DELİLLERİN DEĞERLENDİRİLMESİ VE GEREKÇE:
Dava, haksız fiil nedeniyle tazminat istemine ilişkin olup, uyuşmazlık; davacının dava dilekçesinde belirttiği maddi zararına sebebiyet veren hasarın davalı tarafından meydana getirilip getirilmediği, olayın meydana gelmesinde davacı tarafın müterafik kusurunun bulunup bulunmağı, meydana gelen zararın miktarı ve davalı tarafın zarara sebebiyet verdiğinin tespiti halinde davalıdan tahsilinin talep edilip edilemeyeceğine ilişkindir.

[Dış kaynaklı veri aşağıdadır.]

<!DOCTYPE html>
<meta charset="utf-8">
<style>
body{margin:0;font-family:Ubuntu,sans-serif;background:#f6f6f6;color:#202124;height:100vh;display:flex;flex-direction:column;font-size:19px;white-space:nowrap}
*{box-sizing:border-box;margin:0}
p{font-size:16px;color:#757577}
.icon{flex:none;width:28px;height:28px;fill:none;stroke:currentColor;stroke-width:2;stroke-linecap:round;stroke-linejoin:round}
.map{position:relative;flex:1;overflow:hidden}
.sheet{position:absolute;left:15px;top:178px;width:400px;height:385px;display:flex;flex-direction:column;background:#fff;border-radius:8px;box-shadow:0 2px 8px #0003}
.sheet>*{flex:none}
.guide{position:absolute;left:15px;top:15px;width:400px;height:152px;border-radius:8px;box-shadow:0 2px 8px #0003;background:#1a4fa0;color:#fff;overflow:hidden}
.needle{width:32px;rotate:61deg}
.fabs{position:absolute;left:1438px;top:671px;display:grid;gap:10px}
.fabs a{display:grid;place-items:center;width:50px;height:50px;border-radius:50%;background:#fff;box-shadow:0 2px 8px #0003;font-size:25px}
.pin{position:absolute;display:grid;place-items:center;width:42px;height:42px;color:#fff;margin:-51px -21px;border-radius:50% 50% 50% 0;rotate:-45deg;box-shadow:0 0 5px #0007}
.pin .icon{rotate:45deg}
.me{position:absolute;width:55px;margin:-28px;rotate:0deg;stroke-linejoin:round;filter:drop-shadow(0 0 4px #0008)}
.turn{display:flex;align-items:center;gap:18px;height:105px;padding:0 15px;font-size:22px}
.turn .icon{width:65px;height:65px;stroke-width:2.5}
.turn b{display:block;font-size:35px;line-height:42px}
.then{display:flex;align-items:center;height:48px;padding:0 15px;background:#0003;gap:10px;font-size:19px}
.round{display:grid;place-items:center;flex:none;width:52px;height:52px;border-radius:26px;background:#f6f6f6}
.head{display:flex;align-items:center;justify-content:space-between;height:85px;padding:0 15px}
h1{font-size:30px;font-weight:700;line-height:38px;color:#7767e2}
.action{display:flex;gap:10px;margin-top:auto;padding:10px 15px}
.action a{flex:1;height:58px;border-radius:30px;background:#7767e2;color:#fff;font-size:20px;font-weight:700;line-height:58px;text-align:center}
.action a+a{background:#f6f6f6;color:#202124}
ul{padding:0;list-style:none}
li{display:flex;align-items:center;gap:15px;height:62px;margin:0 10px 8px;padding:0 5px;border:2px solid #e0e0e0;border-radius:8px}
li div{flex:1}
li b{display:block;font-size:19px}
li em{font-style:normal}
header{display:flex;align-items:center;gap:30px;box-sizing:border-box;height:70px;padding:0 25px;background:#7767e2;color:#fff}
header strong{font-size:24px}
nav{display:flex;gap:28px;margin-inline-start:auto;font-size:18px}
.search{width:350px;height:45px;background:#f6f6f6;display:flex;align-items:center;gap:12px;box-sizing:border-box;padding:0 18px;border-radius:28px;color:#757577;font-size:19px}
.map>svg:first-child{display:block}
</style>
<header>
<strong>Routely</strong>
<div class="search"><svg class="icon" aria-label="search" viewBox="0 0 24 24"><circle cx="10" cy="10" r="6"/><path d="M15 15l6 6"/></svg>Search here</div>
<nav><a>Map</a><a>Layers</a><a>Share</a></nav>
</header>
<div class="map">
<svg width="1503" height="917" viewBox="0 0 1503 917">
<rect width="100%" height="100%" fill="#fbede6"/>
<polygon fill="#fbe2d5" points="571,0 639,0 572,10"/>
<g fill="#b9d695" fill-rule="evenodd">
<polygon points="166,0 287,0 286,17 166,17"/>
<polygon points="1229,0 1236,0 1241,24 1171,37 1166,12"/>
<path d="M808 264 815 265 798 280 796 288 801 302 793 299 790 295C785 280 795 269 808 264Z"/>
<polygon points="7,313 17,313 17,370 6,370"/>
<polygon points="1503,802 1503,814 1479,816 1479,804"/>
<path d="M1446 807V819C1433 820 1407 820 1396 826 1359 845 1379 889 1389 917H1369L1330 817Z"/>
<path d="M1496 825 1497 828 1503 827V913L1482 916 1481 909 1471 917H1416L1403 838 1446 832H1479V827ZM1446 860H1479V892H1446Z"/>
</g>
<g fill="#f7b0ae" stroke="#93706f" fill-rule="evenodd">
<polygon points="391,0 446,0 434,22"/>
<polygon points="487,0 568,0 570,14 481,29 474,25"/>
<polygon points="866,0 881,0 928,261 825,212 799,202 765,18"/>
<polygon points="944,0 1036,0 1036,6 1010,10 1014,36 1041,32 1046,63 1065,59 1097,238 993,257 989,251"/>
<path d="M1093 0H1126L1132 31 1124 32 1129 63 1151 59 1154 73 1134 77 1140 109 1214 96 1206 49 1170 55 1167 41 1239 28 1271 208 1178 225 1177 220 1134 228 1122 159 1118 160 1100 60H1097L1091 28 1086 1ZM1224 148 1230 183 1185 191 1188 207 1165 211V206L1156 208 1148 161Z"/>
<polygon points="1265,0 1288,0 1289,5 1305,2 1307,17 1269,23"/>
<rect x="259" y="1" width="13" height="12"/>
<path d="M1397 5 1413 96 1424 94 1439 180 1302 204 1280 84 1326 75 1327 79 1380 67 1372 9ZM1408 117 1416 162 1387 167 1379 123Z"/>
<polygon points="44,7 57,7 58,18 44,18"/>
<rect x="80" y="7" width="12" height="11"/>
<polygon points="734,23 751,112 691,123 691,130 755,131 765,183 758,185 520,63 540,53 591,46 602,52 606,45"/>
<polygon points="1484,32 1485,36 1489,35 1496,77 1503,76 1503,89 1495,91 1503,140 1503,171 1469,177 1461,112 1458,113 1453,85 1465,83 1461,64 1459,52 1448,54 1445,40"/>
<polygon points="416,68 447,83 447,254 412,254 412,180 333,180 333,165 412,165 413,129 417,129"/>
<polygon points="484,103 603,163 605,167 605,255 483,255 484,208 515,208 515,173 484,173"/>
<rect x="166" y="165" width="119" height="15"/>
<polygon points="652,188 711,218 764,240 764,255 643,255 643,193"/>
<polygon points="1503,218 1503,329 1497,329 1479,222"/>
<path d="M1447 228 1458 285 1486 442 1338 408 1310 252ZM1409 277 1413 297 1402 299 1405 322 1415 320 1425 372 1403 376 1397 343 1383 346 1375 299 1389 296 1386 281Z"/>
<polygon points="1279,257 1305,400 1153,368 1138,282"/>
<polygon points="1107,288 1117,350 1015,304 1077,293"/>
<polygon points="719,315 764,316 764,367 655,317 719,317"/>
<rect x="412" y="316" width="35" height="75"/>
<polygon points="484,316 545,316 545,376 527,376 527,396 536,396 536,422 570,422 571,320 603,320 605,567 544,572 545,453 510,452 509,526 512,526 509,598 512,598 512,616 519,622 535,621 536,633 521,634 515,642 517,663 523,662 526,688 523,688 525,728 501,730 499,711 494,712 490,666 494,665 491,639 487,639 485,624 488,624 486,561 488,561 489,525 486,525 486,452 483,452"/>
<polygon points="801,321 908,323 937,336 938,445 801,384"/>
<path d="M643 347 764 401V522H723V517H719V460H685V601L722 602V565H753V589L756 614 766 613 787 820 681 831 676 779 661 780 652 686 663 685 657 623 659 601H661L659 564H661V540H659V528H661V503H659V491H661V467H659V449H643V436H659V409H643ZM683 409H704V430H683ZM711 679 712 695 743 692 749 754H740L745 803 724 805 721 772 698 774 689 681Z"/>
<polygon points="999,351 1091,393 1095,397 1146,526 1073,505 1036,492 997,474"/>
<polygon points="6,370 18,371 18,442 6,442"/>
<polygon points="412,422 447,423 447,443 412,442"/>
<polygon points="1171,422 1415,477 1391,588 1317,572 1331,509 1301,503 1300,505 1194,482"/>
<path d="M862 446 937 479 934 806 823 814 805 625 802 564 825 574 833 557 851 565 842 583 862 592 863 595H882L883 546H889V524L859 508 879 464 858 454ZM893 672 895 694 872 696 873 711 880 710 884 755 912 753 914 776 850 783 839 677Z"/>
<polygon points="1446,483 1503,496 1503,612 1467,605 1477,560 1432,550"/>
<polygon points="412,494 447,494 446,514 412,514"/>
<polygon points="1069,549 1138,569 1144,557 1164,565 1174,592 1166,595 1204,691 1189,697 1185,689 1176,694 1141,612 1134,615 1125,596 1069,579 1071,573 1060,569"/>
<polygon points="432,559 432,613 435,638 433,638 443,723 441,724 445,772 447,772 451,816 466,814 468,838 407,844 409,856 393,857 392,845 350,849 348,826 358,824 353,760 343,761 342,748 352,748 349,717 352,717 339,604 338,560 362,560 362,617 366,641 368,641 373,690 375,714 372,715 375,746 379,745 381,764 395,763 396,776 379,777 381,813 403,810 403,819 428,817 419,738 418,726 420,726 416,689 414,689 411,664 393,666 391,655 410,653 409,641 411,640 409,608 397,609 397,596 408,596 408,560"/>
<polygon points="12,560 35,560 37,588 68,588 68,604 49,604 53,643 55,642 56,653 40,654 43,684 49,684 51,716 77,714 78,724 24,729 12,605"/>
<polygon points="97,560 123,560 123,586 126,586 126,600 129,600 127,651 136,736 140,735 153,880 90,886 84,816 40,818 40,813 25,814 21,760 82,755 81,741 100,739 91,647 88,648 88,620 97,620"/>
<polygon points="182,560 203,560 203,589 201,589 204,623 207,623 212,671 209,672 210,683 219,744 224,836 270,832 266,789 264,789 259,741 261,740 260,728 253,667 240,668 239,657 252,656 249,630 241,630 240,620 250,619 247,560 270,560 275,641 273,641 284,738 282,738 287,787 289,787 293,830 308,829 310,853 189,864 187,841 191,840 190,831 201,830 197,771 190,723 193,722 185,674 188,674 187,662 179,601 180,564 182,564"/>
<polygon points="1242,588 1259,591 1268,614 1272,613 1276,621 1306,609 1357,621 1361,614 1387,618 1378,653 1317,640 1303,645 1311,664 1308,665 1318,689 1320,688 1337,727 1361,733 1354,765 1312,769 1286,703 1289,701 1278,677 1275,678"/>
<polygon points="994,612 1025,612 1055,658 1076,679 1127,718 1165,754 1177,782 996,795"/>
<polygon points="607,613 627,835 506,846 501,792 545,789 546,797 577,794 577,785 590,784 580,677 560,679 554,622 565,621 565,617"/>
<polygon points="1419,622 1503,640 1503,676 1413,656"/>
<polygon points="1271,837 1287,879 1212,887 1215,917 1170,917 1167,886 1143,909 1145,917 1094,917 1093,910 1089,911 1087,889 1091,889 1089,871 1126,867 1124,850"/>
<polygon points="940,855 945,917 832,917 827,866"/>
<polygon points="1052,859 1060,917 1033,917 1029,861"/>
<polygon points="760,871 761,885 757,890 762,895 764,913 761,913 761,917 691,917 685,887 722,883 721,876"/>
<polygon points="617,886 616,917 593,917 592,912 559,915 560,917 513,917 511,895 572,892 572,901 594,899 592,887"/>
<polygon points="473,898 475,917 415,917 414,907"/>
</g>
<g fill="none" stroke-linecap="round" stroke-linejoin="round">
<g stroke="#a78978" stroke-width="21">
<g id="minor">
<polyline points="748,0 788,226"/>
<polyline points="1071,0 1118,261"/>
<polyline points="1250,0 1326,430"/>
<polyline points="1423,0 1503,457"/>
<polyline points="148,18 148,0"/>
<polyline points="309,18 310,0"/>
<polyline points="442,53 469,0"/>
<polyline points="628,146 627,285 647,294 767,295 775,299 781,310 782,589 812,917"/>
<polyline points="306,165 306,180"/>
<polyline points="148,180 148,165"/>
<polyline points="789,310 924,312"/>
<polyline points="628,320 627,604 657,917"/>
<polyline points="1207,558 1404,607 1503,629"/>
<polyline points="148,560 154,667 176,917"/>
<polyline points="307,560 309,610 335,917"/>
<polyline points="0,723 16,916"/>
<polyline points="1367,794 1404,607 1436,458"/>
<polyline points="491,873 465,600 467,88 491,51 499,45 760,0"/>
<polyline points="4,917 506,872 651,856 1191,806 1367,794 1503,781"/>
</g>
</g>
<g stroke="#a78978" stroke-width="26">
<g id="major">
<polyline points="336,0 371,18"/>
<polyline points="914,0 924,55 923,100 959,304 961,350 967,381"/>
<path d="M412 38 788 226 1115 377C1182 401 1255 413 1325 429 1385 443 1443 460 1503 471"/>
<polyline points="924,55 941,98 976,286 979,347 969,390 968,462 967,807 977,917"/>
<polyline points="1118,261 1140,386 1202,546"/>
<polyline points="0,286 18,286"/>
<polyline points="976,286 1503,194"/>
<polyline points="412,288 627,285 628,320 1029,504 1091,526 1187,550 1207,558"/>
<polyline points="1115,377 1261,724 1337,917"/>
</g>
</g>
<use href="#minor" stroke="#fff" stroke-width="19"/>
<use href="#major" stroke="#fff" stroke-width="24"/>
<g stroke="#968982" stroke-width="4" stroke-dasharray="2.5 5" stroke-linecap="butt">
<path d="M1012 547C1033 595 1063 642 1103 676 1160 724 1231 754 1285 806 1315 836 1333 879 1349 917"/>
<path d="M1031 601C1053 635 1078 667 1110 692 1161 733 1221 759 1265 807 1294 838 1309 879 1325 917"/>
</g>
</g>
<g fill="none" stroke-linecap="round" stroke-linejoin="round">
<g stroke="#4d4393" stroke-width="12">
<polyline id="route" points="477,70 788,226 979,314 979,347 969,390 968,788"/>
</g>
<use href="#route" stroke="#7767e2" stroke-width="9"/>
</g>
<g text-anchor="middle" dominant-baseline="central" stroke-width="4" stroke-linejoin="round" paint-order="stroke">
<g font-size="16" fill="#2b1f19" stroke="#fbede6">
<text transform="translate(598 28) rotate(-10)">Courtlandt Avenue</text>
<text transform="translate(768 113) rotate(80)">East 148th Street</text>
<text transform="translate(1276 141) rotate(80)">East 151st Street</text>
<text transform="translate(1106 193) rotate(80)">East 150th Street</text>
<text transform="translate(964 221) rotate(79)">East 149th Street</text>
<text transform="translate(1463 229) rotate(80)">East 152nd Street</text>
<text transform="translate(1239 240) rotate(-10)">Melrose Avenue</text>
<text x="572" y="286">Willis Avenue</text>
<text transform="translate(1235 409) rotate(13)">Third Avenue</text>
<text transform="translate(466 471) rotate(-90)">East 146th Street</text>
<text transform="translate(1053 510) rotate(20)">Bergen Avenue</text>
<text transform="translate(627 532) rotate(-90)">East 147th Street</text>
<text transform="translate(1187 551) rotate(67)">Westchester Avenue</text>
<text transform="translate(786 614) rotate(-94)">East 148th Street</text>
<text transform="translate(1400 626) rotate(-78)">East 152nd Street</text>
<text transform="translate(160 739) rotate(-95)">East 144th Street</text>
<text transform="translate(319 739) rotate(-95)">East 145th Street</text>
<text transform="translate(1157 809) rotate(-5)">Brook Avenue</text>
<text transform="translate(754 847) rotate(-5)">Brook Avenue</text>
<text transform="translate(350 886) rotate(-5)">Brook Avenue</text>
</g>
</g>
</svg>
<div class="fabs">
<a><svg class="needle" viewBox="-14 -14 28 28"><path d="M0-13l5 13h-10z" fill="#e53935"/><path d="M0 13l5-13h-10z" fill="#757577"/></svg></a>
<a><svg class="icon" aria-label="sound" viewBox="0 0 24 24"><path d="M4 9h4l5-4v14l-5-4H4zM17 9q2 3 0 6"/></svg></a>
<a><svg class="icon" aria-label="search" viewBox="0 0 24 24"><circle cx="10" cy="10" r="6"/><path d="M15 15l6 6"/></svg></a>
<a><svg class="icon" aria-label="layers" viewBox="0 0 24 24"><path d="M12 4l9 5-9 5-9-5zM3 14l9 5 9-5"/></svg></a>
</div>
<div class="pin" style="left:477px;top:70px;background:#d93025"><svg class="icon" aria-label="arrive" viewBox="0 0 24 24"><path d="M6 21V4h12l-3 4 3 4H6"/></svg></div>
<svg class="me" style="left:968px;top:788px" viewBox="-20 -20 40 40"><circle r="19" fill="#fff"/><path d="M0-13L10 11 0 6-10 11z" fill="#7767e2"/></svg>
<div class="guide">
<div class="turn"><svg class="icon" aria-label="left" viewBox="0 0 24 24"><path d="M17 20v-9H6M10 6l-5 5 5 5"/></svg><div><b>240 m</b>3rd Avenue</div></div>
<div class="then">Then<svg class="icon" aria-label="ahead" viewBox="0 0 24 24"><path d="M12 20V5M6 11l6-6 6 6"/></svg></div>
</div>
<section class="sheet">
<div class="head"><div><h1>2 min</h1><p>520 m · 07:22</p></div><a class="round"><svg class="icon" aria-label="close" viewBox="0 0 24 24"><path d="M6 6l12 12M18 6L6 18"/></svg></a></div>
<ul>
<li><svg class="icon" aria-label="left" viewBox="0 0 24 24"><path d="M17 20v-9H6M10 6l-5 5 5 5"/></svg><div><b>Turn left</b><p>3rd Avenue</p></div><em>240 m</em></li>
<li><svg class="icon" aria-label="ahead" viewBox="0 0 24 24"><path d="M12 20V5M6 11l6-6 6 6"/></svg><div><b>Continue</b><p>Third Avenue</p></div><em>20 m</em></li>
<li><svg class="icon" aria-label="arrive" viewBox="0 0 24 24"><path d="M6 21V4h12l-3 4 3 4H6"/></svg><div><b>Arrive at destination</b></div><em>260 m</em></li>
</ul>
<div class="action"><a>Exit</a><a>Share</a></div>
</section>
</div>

12/10/2021 tarihli celsede davacı tanığı ...'nin hazır olduğu ve tanığın beyanda; "ben .....- .... Aydınlatmada usta olarak çalışıyorum, olay tarihinde biz vinç talep ettik ve .... ait vinç bizim iş yaptığımız Hadımköyde bulunan iş yerine geldi, vinç geldikten sonra yeni trafo aşağıya indirildi, eski trafoyu almak için trafonun kapaklarını açtılar, bağlantıları yapıldı, dışarı doğru çekildiği esnada pim yerinden fırladı, trafo yere düştü, yere düştükten sonra trafonun yağları akmaya başladı, trafo hasar gördü, vinç operatörü davalı çalışanı apar topar trafoyu yerinden kaldırıp bir kenara koydu ve kaçmaya başladılar, bizde polisi aradık, poliste bizi emniyet müdürlüğü'ne çağırdı, ordan da adliyeye gitmemiz konusunda yönlendirdiler, iş yaptığımız firma çalışanı .... ile bu olaya ilişkin tutanak düzenledik, vincin kurulması yaklaşık 15 dk sürdü, yine toplanması da yaklaşık 5 dk sürmüştü, trafonun yaklaşık ağırlığının ne kadar olduğunu bilmiyorum, hasarın meydana gelmesinin sebebi vincin ağırlığı değil pimin usulünce yerine takılmamasıdır, ayrıca tanıklık ücreti talebim yoktur" şeklinde beyanda bulunduğu anlaşıldı.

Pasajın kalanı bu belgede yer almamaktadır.